MARQUES, Mons. Pinheiro, (1938),
Terras de Algodres (concelho de Fornos), Lisboa, Câmara Municipal de Fornos de Algodres.
[i] Cf. MARQUES, 1938, pp. 202-211.
[ii] Cf. MARQUES, 1938, p. 301.
[iii] Cf. FERREIRA, 2002, pp. 216 e 238.
[iv] Cf. COSTA, s/d, pp. 141-142.
[v] Como acima se referiu, é seguro que, em vida, António Macário era conhecido como "Caca" e não "Caco" como alguns lhe vieram a chamar. Dias Ferrão (FERRÃO, 1928, p. 95, nota 1) alvitra que Sousa Costa lhe chamou "Cáco" em Páginas de Sangue "... certamente para não maguar os ouvidos dos seus leitores com a palavra Caca" ...
[vi] A esse respeito, v., em especial: CARVALHO, 1890, pp. 115-134; FERRÃO, 1928, pp. 95-114 e FERREIRA, 2002, pp. 236-253 e p. 543, quadro 30.
[vii] É certo que alguns defendem que após a derrota da "revolta da Serra" e a realização do chamado "convénio de Gavinhos", na sequência do qual os notáveis e chefes mais destacados das guerrilhas miguelistas da Beira Alta abandonaram formalmente a luta, o miguelismo de que se reclamava o Caca não passava de um pretexto para justificar a continuação de uma vida de banditismo, por parte de "operacionais" das antigas guerrilhas que não se conformavam com o regresso às suas anteriores profissões (cf., por ex., CARVALHO, 1890, p. 120 ou FERRÃO, 1928, pp. 87-97).
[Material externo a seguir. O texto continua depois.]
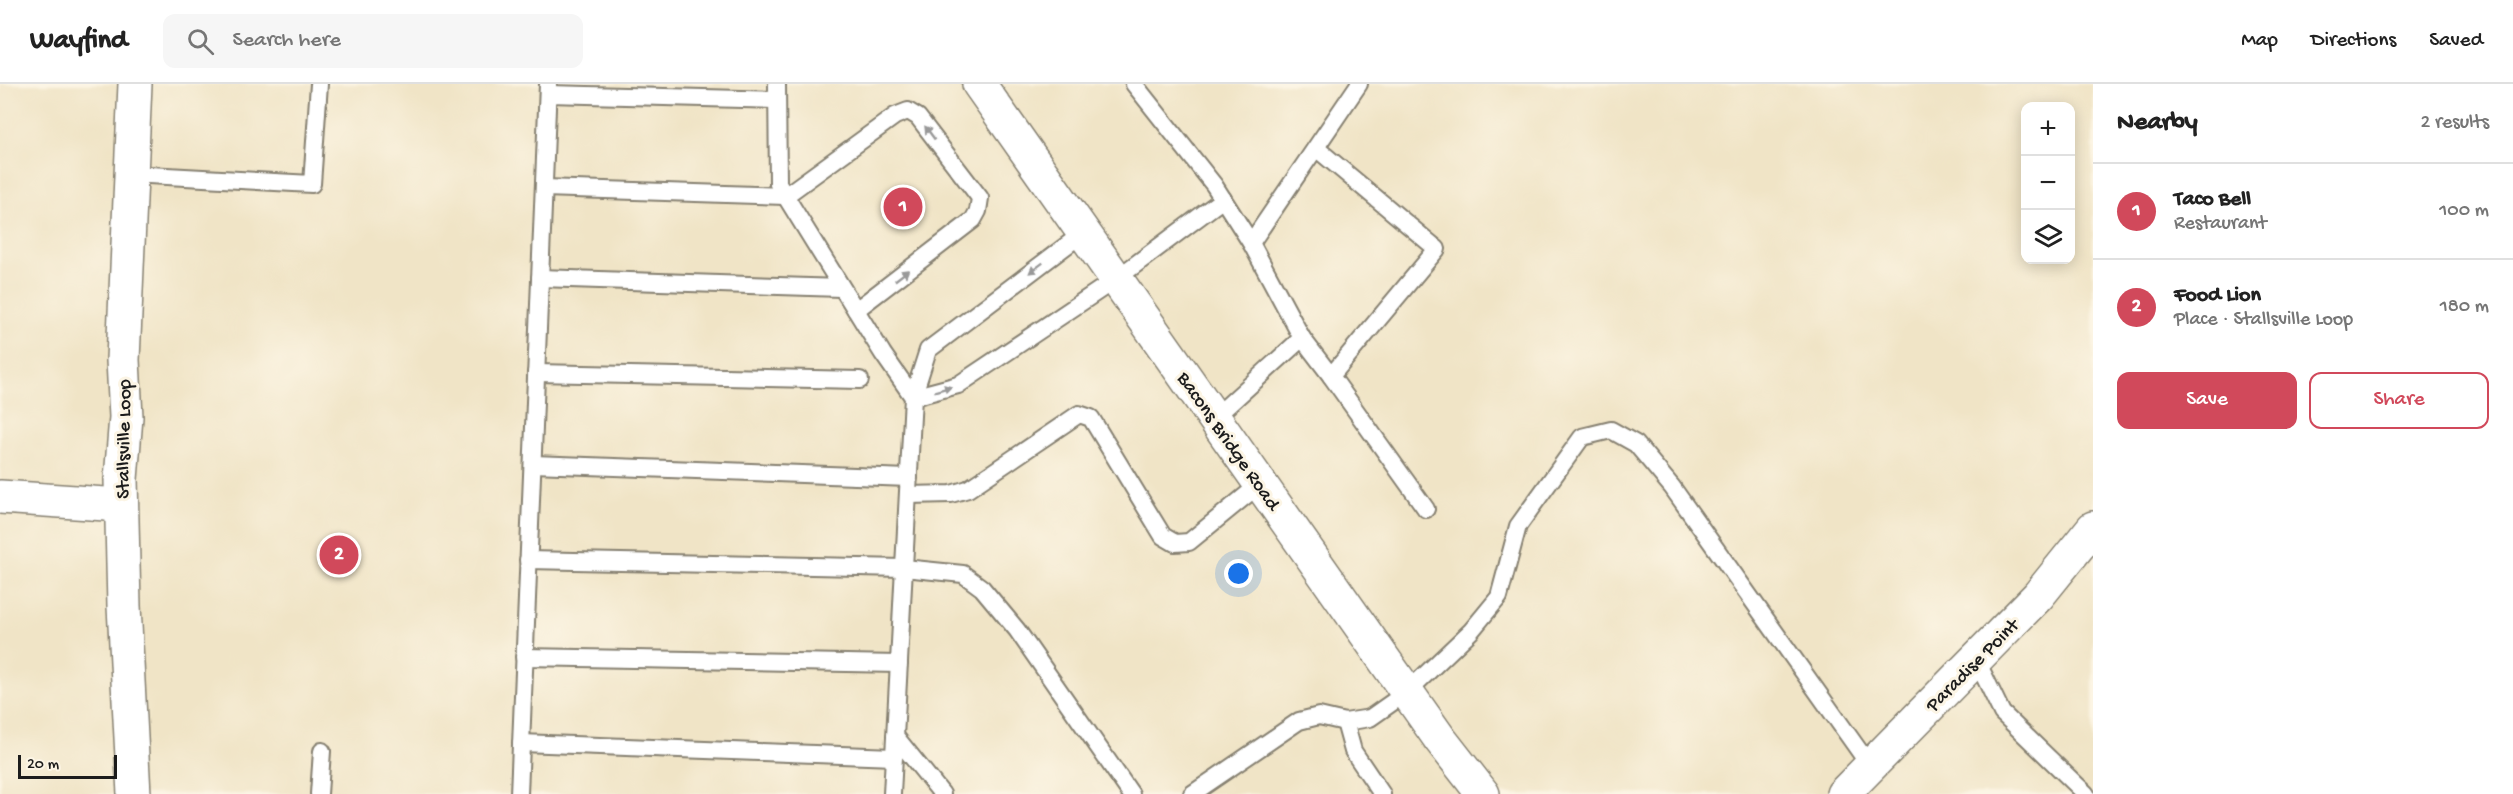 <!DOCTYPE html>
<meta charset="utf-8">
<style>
:root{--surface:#fff;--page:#f6f6f6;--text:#222;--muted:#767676;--line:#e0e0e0;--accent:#d1495b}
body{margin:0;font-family:"Gochi Hand",sans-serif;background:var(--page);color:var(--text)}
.controls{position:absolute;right:18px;top:18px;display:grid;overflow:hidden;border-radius:12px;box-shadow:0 3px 15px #0003}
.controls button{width:54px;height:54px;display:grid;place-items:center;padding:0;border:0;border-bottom:2px solid var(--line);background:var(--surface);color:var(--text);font:30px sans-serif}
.scale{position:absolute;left:18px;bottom:15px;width:99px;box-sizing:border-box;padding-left:6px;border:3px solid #1c1c1c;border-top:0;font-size:16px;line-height:21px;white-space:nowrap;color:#1c1c1c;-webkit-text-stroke:4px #fcf5e5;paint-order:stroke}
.you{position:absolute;left:1239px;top:490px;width:21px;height:21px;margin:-15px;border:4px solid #fff;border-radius:50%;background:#1a73e8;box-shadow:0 0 0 9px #1a73e833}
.badge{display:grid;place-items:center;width:39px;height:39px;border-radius:50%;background:var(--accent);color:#fff;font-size:20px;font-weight:700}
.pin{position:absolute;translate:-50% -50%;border:3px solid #fff;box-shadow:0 2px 6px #0006}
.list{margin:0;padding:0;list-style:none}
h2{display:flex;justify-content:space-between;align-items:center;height:78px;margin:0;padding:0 24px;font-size:26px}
h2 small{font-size:20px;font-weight:400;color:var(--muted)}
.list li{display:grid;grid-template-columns:39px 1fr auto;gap:18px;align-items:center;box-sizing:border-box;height:96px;padding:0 24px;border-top:2px solid var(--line)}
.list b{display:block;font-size:22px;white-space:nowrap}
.list p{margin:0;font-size:20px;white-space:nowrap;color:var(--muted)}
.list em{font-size:20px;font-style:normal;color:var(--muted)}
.actions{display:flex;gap:12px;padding:18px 24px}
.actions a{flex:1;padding:14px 0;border:2px solid var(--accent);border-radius:12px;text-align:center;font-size:21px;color:var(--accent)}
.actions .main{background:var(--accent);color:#fff}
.icon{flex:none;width:33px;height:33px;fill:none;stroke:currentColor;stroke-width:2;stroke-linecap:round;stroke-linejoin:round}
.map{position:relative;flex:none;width:2093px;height:710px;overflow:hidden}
header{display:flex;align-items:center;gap:36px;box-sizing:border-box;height:84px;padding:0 30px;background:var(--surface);border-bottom:2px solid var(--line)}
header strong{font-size:28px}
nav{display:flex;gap:33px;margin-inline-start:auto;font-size:21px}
.search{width:420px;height:54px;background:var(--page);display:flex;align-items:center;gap:15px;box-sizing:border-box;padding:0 21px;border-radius:12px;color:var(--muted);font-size:22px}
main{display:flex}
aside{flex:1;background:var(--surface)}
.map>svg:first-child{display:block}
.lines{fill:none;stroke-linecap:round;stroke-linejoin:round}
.lane-casing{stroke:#868071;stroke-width:20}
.street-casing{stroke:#868071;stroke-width:36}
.secondary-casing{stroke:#868071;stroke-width:36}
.lane{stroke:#fff;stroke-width:16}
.street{stroke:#fff;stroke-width:33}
.secondary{stroke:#fff;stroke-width:33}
.oneway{fill:#999}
.labels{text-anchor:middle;stroke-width:6;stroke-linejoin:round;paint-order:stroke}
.street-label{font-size:20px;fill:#1c1c1c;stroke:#fcf5e5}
</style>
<header>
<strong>Wayfind</strong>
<div class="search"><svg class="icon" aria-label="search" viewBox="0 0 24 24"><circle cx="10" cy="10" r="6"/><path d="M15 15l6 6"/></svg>Search here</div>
<nav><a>Map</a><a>Directions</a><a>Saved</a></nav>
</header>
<main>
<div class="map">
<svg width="2093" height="710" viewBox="0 0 2093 710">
<rect width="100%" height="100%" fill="#fcf5e5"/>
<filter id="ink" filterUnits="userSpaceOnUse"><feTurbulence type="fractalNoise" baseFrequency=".0167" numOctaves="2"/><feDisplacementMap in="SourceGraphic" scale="12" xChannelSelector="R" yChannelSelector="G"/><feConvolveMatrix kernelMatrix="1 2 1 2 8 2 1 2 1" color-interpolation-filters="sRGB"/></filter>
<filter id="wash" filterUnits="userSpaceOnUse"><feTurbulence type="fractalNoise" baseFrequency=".008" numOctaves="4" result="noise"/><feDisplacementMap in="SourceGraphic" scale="24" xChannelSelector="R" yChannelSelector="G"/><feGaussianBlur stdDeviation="1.35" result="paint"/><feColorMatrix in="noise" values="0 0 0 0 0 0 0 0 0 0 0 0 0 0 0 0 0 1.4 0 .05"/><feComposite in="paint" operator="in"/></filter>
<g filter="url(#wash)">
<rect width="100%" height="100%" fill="#f0e4c6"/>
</g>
<g filter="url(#ink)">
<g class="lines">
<defs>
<g id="lane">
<path d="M 777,0 L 778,100 L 883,270 L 913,313 L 892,710"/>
<path d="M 1134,0 L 1214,101 L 1251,159 L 1302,254 L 1214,334"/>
<path d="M 548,10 L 777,16"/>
<path d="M 130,90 L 312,100 L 319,0"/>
<path d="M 544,104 L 785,112 L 895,32 L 908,27 L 918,33 L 980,114 L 978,127 L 973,136 L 856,226"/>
<path d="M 1083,149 L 928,266 L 913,313 L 958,301 L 1116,195 L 1223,115"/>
<path d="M 1251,159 L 1359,0"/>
<path d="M 540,194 L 841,204"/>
<path d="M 1302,254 L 1331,292 L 1437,165 L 1316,64"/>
<path d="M 536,289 L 860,296"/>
<path d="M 1331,292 L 1426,425"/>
<path d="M 533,380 L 909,394"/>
<path d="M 908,411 L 951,410 L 968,405 L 1079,330 L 1091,334 L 1163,452 L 1175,459 L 1189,458 L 1260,400"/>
<path d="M 528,476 L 904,484 L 963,490 L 982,504 L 1017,546 L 1131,710"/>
<path d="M 524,573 L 899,580"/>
<path d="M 1976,575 L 2002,629 L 2086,710"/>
<path d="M 1345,638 L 1353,667 L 1382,710"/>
<path d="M 895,652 L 942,710"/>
<path d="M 521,659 L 894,673"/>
<path d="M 319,710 L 322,667"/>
<path d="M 519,710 L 548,0"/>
<path d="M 1192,710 L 1299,637 L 1319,632 L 1345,638 L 1370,634 L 1407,608 L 1471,547 L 1499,513 L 1518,442 L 1582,353 L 1611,346 L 1636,360 L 1672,403 L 1870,682"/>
</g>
<g id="street">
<path d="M 0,413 L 121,421"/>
<path d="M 134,710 L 124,522 L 121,395 L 126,333 L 123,276 L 135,0"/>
<path d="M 1843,710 L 2038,512 L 2093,444"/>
</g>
<path id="secondary" d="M 979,0 L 1440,655 L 1483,710"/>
</defs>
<use href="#lane" class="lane-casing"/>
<use href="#street" class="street-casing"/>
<use href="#secondary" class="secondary-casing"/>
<use href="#lane" class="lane"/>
<use href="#street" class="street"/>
<use href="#secondary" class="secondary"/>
</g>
<defs><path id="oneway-solid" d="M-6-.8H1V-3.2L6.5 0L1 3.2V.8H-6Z" transform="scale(1.5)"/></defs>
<g class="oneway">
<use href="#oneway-solid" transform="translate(930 49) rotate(-127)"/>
<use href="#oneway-solid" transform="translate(1036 184) rotate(143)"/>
<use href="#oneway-solid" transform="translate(902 191) rotate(-38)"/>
<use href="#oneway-solid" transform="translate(943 305) rotate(-15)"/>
</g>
</g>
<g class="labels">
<g class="street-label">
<text transform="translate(122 355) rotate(-89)" y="7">Stallsville Loop</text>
<text transform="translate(1230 356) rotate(55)" y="7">Bacons Bridge Road</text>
<text transform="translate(1971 580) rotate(-45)" y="7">Paradise Point</text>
</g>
</g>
</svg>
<div class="controls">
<button>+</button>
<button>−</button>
<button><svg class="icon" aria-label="layers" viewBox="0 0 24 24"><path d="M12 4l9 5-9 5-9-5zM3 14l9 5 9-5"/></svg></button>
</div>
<div class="scale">20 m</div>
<div class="you"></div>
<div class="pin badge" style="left:903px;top:123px">1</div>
<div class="pin badge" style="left:339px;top:471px">2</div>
</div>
<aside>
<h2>Nearby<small>2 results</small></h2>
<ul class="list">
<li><span class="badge">1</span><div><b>Taco Bell</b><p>Restaurant</p></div><em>100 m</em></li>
<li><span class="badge">2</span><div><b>Food Lion</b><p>Place · Stallsville Loop</p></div><em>180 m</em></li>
</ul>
<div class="actions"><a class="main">Save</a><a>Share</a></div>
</aside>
</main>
No dizer impressivo de Dias Ferrão: "Já não eram políticos que se juntavam. Eram bandidos que se reuniam" (FERRÃO, 1928, p. 93). Porém, como realça a Prof. Maria de Fátima Ferreira, entre outros elementos, muitas das acções atribuídas ao grupo chefiado por António Macário confirmam as suas motivações políticas, designadamente as que tiveram como alvo autoridades locais ou - como foi o caso de Matança - clérigos liberais, considerados "cismáticos", em relação aos quais manifestou um ódio particularmente intenso, tendo assassinado vários com extrema crueldade (cf. FERREIRA, 2002, pp. 243-245).
[viii] Sobre o "cisma" que então dividia o clero da diocese de Viseu (à semelhança do que se passava noutras dioceses), na sequência do exílio do bispo D. Francisco Alexandre Lobo, afecto a D. Miguel e da imposição, pelo Governo, de um vigário capitular para dirigir a diocese, v.: MARQUES, 1938, pp. 207-208; FERRÃO, 1928, pp. 77-81 e FERREIRA, 2002, p. 245 e pp. 401-424 (em especial pp. 404, 414-419 e 423-424).
[ix] Cf. CARVALHO, 1890, p. 130; no mesmo sentido, FERRÃO, 1928, p. 102 e FERREIRA, 2002, pp. 245.
[x] Cf., por ex., BRANDÃO, 1990, p. 13; CARVALHO, 1890, pp. 131-134 e FERRÃO, 1928, pp. 107-111.
[xi] Cf. BRANDÃO, 1990, p. 212.
[xii] Cf. BRANDÃO, 1990, pp. 51-52.
[xiii] Cf. FERRÃO, 1928, p. 99, nota 1.
[xiv] V., com apreciações não coincidentes, CARVALHO, 1890, pp. 111-114 e FERRÃO, 1928, pp. 154-161.
[xv] A identidade do pároco assassinado, por ex., não aparece mencionada. Na TT OnLine está disponível uma carta de 08-08-1842 (com a ref. RGM/H/200359), com a nomeação de Manuel de Barros para pároco de Matança (Arquivo Nacional da Torre do Tombo, Registo Geral de Mercês, D. Maria II, liv. 18, fl. 73-73v). Trata-se, provavelmente, da nomeação do sucessor do abade assassinado (a confirmar).
[xvi] Por ex., numa carta de 1-6-1846, dirigida por João Rebelo da Costa Cabral ao irmão, Conde de Tomar, que se encontrava refugiado em Espanha, após a saída do Governo, em Maio desse ano, na sequência da revolta da "Maria da Fonte", é mencionada a insegurança que os membros da família sentiam em Fornos de Algodres e referido que a "Mãe" sofreu "insultos da guerrilha de Gouveia" (Arquivo Nacional da Torre do Tombo, Arquivo da família Costa Cabral, parte A-I, nº. 28 - cit. in BONIFÁCIO, 2002, p. 21, notas 13 e 14). Mons. Pinheiro Marques dá também conta de um assalto, em 1870, ao solar da família Camelo Fortes, em Algodres, por um grupo de assaltantes armados, "...tendo havido grande fusilaria entre o povo e os assaltantes, de que resultaram muitos feridos..." (cf. MARQUES, 1938, p. 227).